Work task: Copy out only the span from the line with "What data does" to the end of the data, both ends kept, word for word.
*** Opening of Exercise materials ***
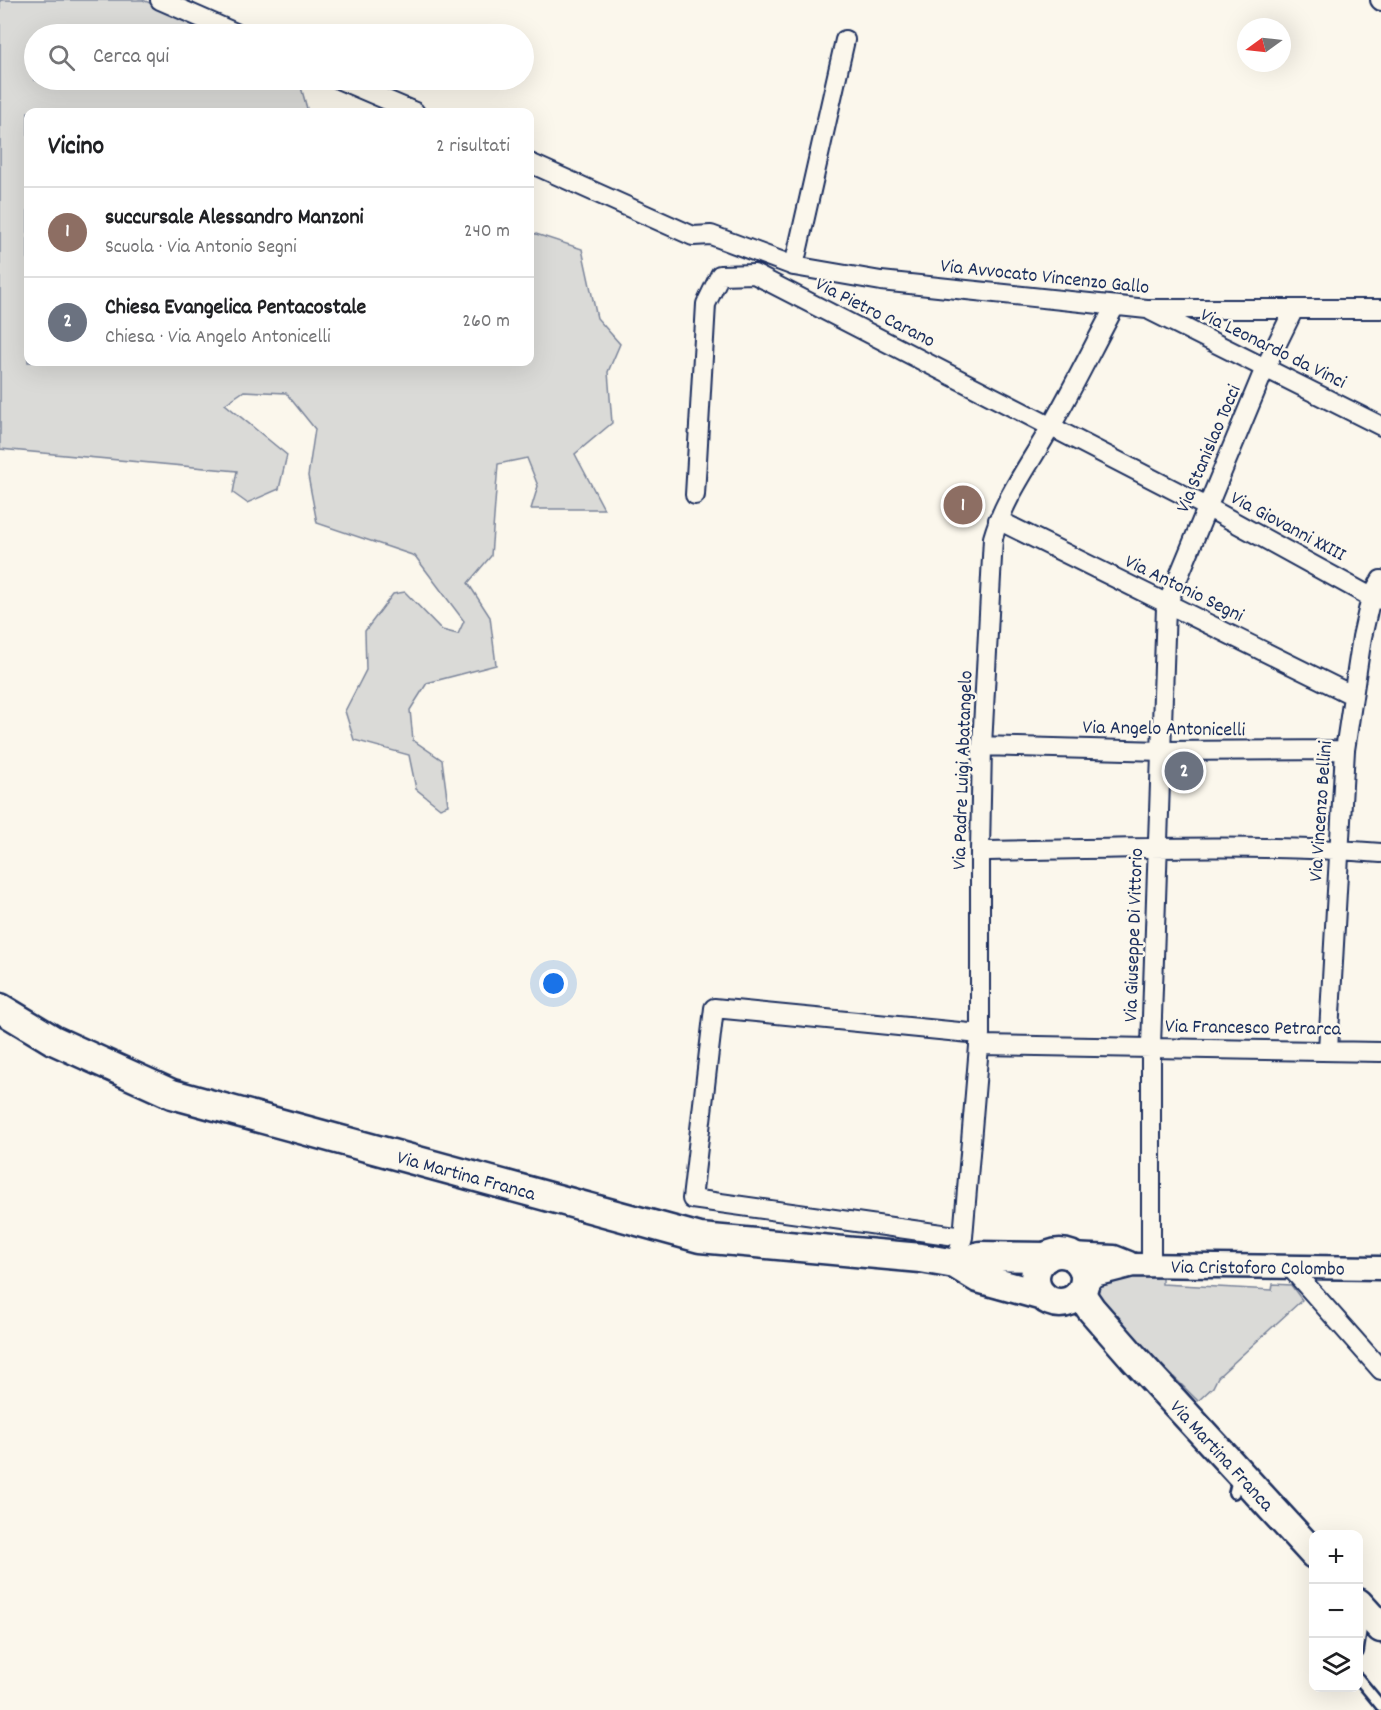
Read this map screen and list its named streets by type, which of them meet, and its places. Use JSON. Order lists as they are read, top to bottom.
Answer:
{
  "streets": {
    "main road": ["Via Martina Franca"],
    "street": [
      "Via Avvocato Vincenzo Gallo",
      "Via Pietro Carano",
      "Via Leonardo da Vinci",
      "Via Stanislao Tocci",
      "Via Giovanni XXIII",
      "Via Antonio Segni",
      "Via Angelo Antonicelli",
      "Via Padre Luigi Abatangelo",
      "Via Vincenzo Bellini",
      "Via Giuseppe Di Vittorio",
      "Via Francesco Petrarca",
      "Via Cristoforo Colombo"
    ]
  },
  "crossings": [
    ["Via Avvocato Vincenzo Gallo", "Via Leonardo da Vinci"],
    ["Via Avvocato Vincenzo Gallo", "Via Stanislao Tocci"],
    ["Via Avvocato Vincenzo Gallo", "Via Padre Luigi Abatangelo"],
    ["Via Pietro Carano", "Via Stanislao Tocci"],
    ["Via Pietro Carano", "Via Giovanni XXIII"],
    ["Via Pietro Carano", "Via Padre Luigi Abatangelo"],
    ["Via Leonardo da Vinci", "Via Stanislao Tocci"],
    ["Via Stanislao Tocci", "Via Giovanni XXIII"],
    ["Via Stanislao Tocci", "Via Antonio Segni"],
    ["Via Stanislao Tocci", "Via Giuseppe Di Vittorio"],
    ["Via Giovanni XXIII", "Via Vincenzo Bellini"],
    ["Via Antonio Segni", "Via Padre Luigi Abatangelo"],
    ["Via Antonio Segni", "Via Vincenzo Bellini"],
    ["Via Antonio Segni", "Via Giuseppe Di Vittorio"],
    ["Via Angelo Antonicelli", "Via Padre Luigi Abatangelo"],
    ["Via Angelo Antonicelli", "Via Vincenzo Bellini"],
    ["Via Angelo Antonicelli", "Via Giuseppe Di Vittorio"],
    ["Via Padre Luigi Abatangelo", "Via Francesco Petrarca"],
    ["Via Padre Luigi Abatangelo", "Via Martina Franca"],
    ["Via Vincenzo Bellini", "Via Francesco Petrarca"],
    ["Via Giuseppe Di Vittorio", "Via Francesco Petrarca"],
    ["Via Giuseppe Di Vittorio", "Via Cristoforo Colombo"],
    ["Via Martina Franca", "Via Cristoforo Colombo"]
  ],
  "north": "left",
  "page": {
    "search": "Cerca qui",
    "heading": ["Vicino", "2 risultati"],
    "list": [
      {
        "mark": "1",
        "name": "succursale Alessandro Manzoni",
        "note": "Scuola · Via Antonio Segni",
        "value": "240 m"
      },
      {
        "mark": "2",
        "name": "Chiesa Evangelica Pentacostale",
        "note": "Chiesa · Via Angelo Antonicelli",
        "value": "260 m"
      }
    ],
    "pins": ["1", "2"],
    "map_buttons": ["+", "−"]
  }
}
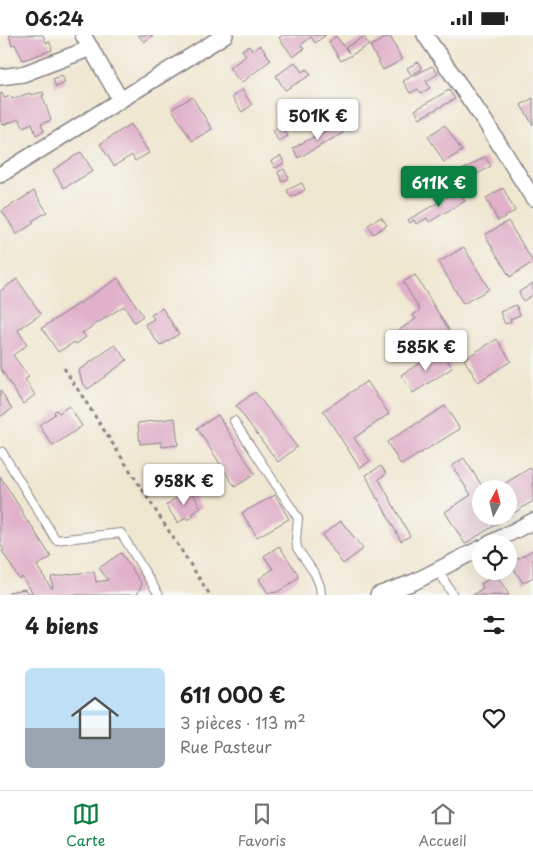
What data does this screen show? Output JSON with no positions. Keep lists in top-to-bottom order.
{
  "north": "top",
  "page": {
    "status": "06:24",
    "price": [
      "501K €",
      "611K €",
      "585K €",
      "958K €"
    ],
    "heading": "4 biens",
    "list": [
      {
        "name": "611 000 €",
        "note": "3 pièces · 113 m² · Rue Pasteur"
      }
    ],
    "tabs": ["Carte", "Favoris", "Accueil"]
  }
}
*** Close of Exercise materials ***
Written response:
What data does this screen show? Output JSON with no positions. Keep lists in top-to-bottom order.
{
  "north": "top",
  "page": {
    "status": "06:24",
    "price": [
      "501K €",
      "611K €",
      "585K €",
      "958K €"
    ],
    "heading": "4 biens",
    "list": [
      {
        "name": "611 000 €",
        "note": "3 pièces · 113 m² · Rue Pasteur"
      }
    ],
    "tabs": ["Carte", "Favoris", "Accueil"]
  }
}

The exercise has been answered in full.